Where was Alexander Prokhorov born?

Alexander Prokhorov was born on the 11th of July 1916 in Atherton, Australia. His parents were Russian emigrants who had left Russia to escape repression under the Tsarist regime. The family returned to Russia in 1923 after the October Revolution and the Russian Civil War.

Why did Alexander Prokhorov win the Nobel Prize in Physics?

Prokhorov shared the Nobel Prize in Physics in 1964 with Nikolay Basov and Charles Hard Townes for fundamental work that led to the development of the laser and the maser. His contributions included theoretical and experimental work on molecular oscillators, population inversion using electromagnetic fields, and the invention of the open-type laser cavity in 1958.
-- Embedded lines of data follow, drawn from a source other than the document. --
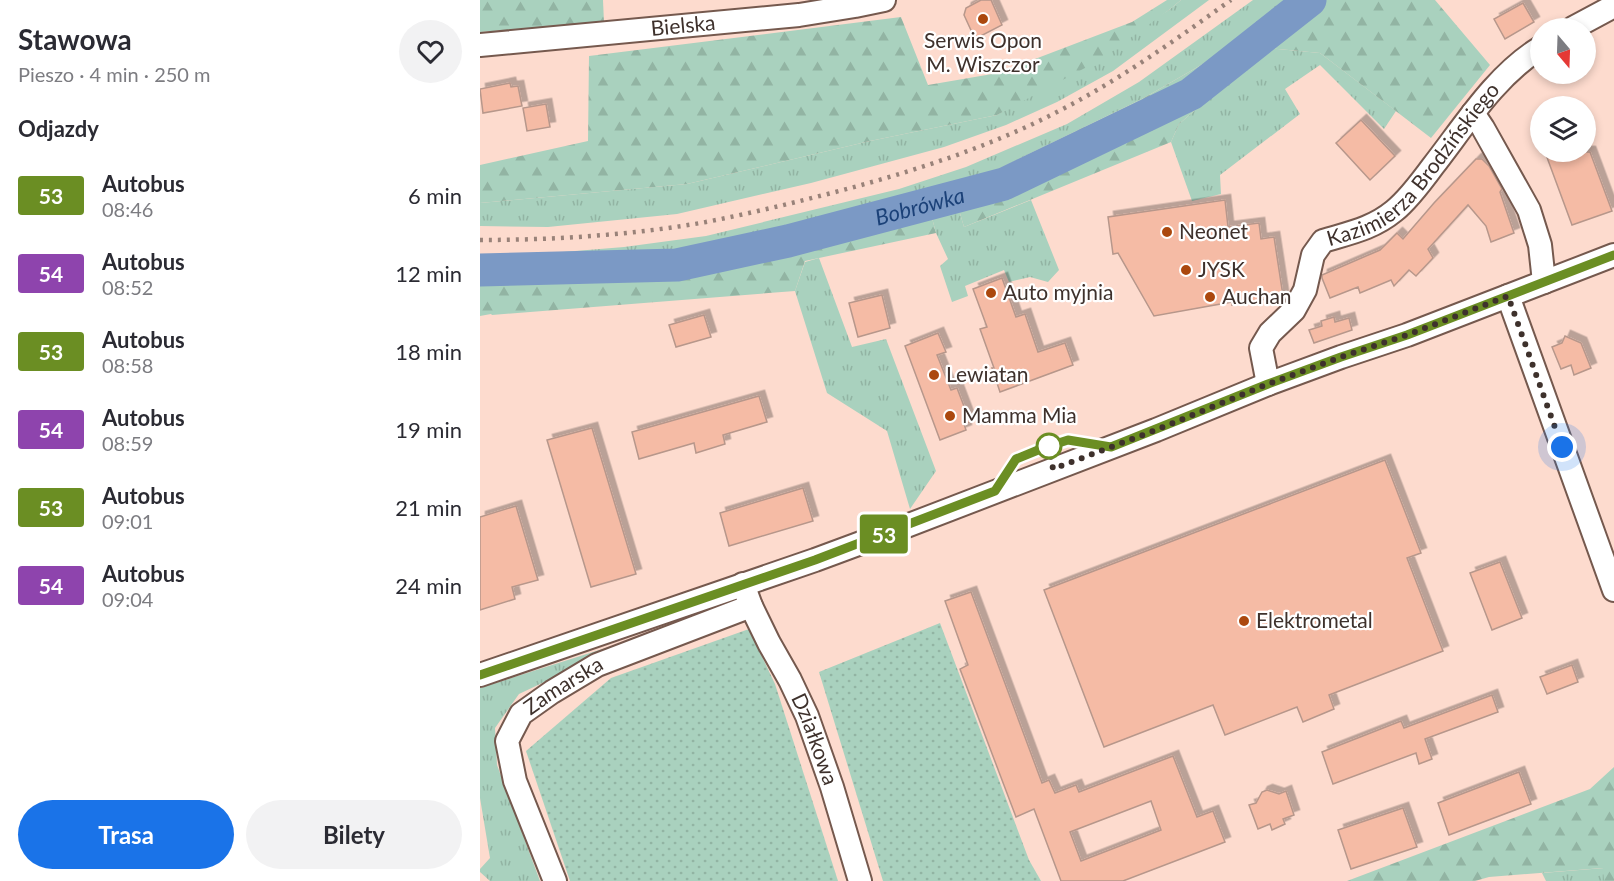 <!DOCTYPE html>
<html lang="pl">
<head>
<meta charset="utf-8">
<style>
  body { margin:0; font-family:Lato,sans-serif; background:#f2f2f3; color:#2b2b33; height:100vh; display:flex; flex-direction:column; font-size:22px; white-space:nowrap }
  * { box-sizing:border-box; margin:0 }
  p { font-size:20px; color:#7c7c81 }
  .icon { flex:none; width:33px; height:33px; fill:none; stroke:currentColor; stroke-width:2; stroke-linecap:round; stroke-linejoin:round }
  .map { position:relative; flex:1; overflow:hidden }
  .side { display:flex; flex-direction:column; background:#fff; width:480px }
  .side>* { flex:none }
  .badge { padding:0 12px; border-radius:4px; font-size:21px; line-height:39px }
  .needle { width:39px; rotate:161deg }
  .tools { position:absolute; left:1050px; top:18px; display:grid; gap:12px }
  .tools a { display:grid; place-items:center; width:66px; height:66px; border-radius:50%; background:#fff; box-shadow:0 3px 9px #0003; font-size:30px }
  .you { position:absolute; width:30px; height:30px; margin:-15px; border:4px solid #fff; border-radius:50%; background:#1a73e8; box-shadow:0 0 0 9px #1a73e833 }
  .map>.badge { position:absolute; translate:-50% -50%; box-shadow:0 0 0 3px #fff }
  h2 { padding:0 18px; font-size:22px; line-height:54px }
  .round { display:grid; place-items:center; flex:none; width:63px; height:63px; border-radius:32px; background:#f2f2f3 }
  .summary { display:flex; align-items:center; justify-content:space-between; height:102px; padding:0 18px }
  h1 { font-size:28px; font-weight:700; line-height:45px }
  .action { display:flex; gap:12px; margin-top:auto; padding:12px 18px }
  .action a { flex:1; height:69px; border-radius:36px; background:#1a73e8; color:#fff; font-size:24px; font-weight:700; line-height:69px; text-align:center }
  .action a+a { background:#f2f2f3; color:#2b2b33 }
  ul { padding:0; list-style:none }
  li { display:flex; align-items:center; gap:18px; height:78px; padding:0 18px }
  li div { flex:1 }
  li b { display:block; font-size:22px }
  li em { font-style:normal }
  li .badge { min-width:66px; font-weight:700; text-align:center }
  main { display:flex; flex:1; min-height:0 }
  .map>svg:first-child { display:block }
  .grass { fill:url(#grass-tufts) }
  .forest { fill:url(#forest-firs) }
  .park { fill:url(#park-dots) }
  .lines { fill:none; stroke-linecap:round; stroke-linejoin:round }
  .river { stroke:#7b99c5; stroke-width:33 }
  .building { fill:#f5bba5; stroke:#b7978b; stroke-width:1.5; fill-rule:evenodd; filter:url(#shadow) }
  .minor-casing { stroke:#75594e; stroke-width:26 }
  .minor { stroke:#fff; stroke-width:22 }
  .rail { stroke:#998279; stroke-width:4.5; stroke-dasharray:3 6; stroke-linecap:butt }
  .line-casing { stroke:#fff; stroke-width:14 }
  .line { stroke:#6b8e23; stroke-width:9 }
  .walk { stroke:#3e312c; stroke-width:6; stroke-dasharray:0 10.8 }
  .poi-dot { fill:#ab480e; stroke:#fff; stroke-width:2 }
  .stop-dot { fill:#fff; stroke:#6b8e23; stroke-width:3 }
  .labels { text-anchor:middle; stroke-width:4.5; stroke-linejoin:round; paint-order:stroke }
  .street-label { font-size:21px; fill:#3e312c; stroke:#fff }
  .poi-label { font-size:21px; fill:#3e312c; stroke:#fff; text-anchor:start }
  .water-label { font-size:22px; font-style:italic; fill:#1b4178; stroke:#fff }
</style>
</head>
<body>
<main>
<section class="side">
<div class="summary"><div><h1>Stawowa</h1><p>Pieszo · 4 min · 250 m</p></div><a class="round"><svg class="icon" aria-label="heart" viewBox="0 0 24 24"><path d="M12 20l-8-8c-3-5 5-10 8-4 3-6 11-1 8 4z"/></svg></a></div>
<h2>Odjazdy</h2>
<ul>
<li><span class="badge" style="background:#6b8e23;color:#fff">53</span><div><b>Autobus</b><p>08:46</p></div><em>6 min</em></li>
<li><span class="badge" style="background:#8e44ad;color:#fff">54</span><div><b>Autobus</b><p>08:52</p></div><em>12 min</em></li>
<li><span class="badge" style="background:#6b8e23;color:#fff">53</span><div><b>Autobus</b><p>08:58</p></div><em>18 min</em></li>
<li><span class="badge" style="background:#8e44ad;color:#fff">54</span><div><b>Autobus</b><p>08:59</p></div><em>19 min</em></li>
<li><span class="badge" style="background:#6b8e23;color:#fff">53</span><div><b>Autobus</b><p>09:01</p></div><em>21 min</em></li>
<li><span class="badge" style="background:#8e44ad;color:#fff">54</span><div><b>Autobus</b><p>09:04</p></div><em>24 min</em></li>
</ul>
<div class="action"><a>Trasa</a><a>Bilety</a></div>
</section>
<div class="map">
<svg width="1134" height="881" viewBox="0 0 1134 881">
  <defs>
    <pattern id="grass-tufts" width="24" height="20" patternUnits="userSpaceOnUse" patternTransform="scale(1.5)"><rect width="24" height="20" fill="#a9d1be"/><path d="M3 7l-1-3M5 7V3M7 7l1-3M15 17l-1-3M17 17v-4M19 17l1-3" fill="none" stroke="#92b4a3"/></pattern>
    <pattern id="forest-firs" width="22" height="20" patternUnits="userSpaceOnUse" patternTransform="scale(1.5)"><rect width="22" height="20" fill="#a9d1be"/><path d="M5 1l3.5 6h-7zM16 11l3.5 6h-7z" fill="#92b4a3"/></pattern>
    <pattern id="park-dots" width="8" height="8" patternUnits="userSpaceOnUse" patternTransform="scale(1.5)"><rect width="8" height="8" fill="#a9d1be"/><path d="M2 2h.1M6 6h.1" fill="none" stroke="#92b4a3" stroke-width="1.8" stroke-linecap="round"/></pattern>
    <filter id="shadow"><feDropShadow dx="5.5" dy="-5.5" stdDeviation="0" flood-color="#0004"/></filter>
  </defs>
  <rect width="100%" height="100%" fill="#fddbce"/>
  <!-- grass -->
  <g class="grass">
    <polygon points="701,0 729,0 633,71 577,102 526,125 464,147 331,183 197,214 68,227 0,226 0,203 207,184 390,141 517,115 689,10"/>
    <polygon points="773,0 808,0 728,61 662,99 508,174 472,186 484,227 551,200 579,270 568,282 550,277 529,282 524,270 485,286 488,296 472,302 460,266 468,259 456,233 447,199 200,254 15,276 0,276 0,257 46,255 144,247 226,236 419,189 486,167 587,124 659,82"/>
    <polygon points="787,48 840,53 916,111 904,129 840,65 805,89 820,114 740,175 741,194 712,201 691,142 699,124"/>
    <polygon points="339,258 372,347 406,339 456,471 430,509 407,431 347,393 315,291 325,262"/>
    <polygon points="157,638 39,694 15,728 17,765 60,881 10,881 0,872 0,869 10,858 0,798 0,688"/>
    <polygon points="1124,868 1124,881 1066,881 1062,873"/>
  </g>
  <!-- forest -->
  <g class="forest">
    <polygon points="0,0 123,0 124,23 0,32"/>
    <polygon points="687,0 701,0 689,10 618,61 517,115 390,141 207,184 0,203 0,165 108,141 109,56 421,17 448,85 518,73 652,22"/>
    <polygon points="808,0 955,0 1010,65 951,138 840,53 787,48 699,124 691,142 484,227 472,186 508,174 662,99 728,61"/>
    <polygon points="447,199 456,233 325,261 315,291 12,315 11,314 0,316 0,276 15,276 200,254"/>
    <polygon points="1134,767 1134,881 1124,881 1123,868 1009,877 995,881 867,881 1110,789"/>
  </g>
  <!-- park -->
  <g class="park">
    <polygon points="460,623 549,860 561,881 403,881 339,672"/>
    <polygon points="269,629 295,684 358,881 90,881 46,751 131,678"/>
  </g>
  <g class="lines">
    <!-- river -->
    <path class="river" id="s1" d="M0,270L197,265L308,241L524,184L711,94L830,0"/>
  </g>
  <!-- building -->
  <g class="building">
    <polygon points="501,0 511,0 522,25 495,39 484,15 486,8"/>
    <polygon points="1043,3 1054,22 1025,39 1014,19"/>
    <polygon points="30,83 31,87 38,86 42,106 3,113 0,89"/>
    <polygon points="66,104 70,127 47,131 43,108"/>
    <polygon points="881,120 915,156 890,180 856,143"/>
    <polygon points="1065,152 1110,152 1132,211 1092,225"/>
    <polygon points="996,159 1002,159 1009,166 1022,189 1020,192 1034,233 1011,242 1006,226 988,205 948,249 953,258 936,276 929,270 914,286 911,280 880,293 878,287 850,298 842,278 842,275 900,250 917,233 923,239 954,203"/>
    <polygon points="745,200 748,227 779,223 781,239 794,237 803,296 752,305 752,302 674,316 638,253 633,254 628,217"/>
    <polygon points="522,278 536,317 545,314 558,352 585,343 593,365 520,392 512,368 514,368 500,329 507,327 493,289"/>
    <polygon points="402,295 410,328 378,337 369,303"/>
    <polygon points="224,315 231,337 196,347 189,325"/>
    <polygon points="854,317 855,322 869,318 872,330 834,343 829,330 842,326 841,321"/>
    <polygon points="458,333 466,352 457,355 471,390 477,388 490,422 484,424 486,430 460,440 425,346"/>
    <polygon points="1085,336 1101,343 1111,368 1094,375 1091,365 1081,369 1072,347 1082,343"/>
    <polygon points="279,396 287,422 243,435 245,444 216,453 214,443 159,459 152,432"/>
    <polygon points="112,428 156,574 111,587 67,440"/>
    <polygon points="905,460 941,553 927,558 963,651 849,695 854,709 823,722 817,707 745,735 733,705 624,747 564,590"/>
    <polygon points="323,488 333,521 249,546 240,513"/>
    <polygon points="36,506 58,580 32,587 35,599 0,610 0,517"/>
    <polygon points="1020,562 1042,618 1012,630 990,573"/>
    <path d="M491,592L562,783L569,780L575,793L596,785L599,792L693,756L717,817L733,811L745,842L643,881H581L554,809L536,817L480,669L488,665L465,601ZM671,801L681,830L601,861L590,832Z"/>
    <polygon points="1092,665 1098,682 1067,694 1060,677"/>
    <polygon points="1012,695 1018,712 945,739 952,759 939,764 936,753 853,784 842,752 921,721 924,728"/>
    <polygon points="1039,772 1051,804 969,835 958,803"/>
    <polygon points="787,790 799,794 806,791 814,815 803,819 805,824 792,830 790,824 778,829 769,805 776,803 782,792"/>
    <polygon points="923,808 937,847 871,869 858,830"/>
  </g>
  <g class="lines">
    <!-- minor casing -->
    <g class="minor-casing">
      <g id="minor">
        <polyline points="1093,28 1134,6"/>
        <path id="s2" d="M0,45L319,15L375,6L404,0"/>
        <polyline points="993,113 1003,128 1049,210 1060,245 1064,282"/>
        <polyline points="1028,296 1134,590"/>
        <path id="s3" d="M788,384L781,348L790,333L814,310L825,290L833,255L843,241C869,233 892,229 914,211C928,200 942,181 953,166C985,125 1015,76 1060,48"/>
        <path id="s4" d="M271,606L289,643L310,680L327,716L352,787L380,881"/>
        <polyline points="0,675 335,560 416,530 676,430 788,384 861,357 927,335 1134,255"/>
        <path id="s5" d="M75,881L35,781L27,741L41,714L72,692L117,665L271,606L263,584"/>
      </g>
    </g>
    <!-- minor -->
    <use href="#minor" class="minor"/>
    <!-- rail -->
    <path class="rail" d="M0,240C74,240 153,235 226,222C272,213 317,202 363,190C434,171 509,147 575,113C638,81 694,41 751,0"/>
  </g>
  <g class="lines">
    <!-- line casing -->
    <g class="line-casing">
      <polyline id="line" points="0,675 335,560 515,491 536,459 563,448 588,440 631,447 788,384 861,357 927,335 1134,255"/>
    </g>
    <!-- line -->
    <use href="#line" class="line"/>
    <!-- walk -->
    <polyline class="walk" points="569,446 573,469 676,430 788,384 861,357 927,335 1028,296 1082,447"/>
  </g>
  <!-- markers -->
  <g class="poi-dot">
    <circle cx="503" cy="19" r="6"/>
    <circle cx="687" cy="232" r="6"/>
    <circle cx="706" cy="270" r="6"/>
    <circle cx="511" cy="293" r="6"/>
    <circle cx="730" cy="297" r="6"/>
    <circle cx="454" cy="375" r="6"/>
    <circle cx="470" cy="416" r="6"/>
    <circle cx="764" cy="621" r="6"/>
  </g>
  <circle class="stop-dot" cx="569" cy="446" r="12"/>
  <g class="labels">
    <!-- street labels -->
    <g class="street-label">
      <text dy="7" stroke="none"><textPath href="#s2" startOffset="204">Bielska</textPath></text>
      <text dy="7" stroke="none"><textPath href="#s3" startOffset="285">Kazimierza Brodzińskiego</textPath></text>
      <text dy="7" stroke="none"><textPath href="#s5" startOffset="230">Zamarska</textPath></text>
      <text dy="7" stroke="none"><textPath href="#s4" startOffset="148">Działkowa</textPath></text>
    </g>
    <!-- poi labels -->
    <g class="poi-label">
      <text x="503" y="48" text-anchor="middle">Serwis Opon<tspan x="503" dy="24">M. Wiszczor</tspan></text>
      <text x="699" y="239">Neonet</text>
      <text x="718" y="277">JYSK</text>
      <text x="523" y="300">Auto myjnia</text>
      <text x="742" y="304">Auchan</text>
      <text x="466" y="382">Lewiatan</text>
      <text x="482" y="423">Mamma Mia</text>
      <text x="776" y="628">Elektrometal</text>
    </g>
    <!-- water labels -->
    <g class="water-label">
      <text dy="8" stroke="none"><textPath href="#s1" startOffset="447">Bobrówka</textPath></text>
    </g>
  </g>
</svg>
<div class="tools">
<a><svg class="needle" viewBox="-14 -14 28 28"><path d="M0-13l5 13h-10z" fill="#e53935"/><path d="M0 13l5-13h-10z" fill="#7c7c81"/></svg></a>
<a><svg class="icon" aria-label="layers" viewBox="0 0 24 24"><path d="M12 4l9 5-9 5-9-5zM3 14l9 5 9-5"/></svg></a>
</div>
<div class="you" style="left:1082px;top:447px"></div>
<b class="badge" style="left:404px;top:534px;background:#6b8e23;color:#fff">53</b>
</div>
</main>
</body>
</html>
Who did Alexander Prokhorov share the 1964 Nobel Prize in Physics with?

Prokhorov shared the 1964 Nobel Prize in Physics with Nikolay Basov, his Soviet colleague at the Lebedev Institute, and Charles Hard Townes, an American physicist. All three were recognized for foundational work that underpinned the creation of both the maser and the laser.

What was Alexander Prokhorov's role in laser development?

Prokhorov identified ruby (chromium-doped aluminium oxide) as a potential active medium for a laser in 1957. In 1958 he proposed the open-type resonator cavity design that became standard in laser construction. In 1963, working with A. S. Selivanenko, he suggested a laser based on two-quantum transitions.

What military service did Alexander Prokhorov perform in World War II?

Prokhorov joined the Red Army in June 1941 when Germany invaded the Soviet Union. He served in the infantry, was wounded twice in battle, and received three medals including the Medal For Courage in 1946. He was demobilized in 1944, a year before the end of the war.

What was Alexander Prokhorov's connection to the Great Soviet Encyclopedia?

Starting in 1969, Prokhorov served as chief editor of the Great Soviet Encyclopedia, the Soviet Union's official reference work. The role gave him significant cultural and institutional authority within the Soviet scientific and academic establishment.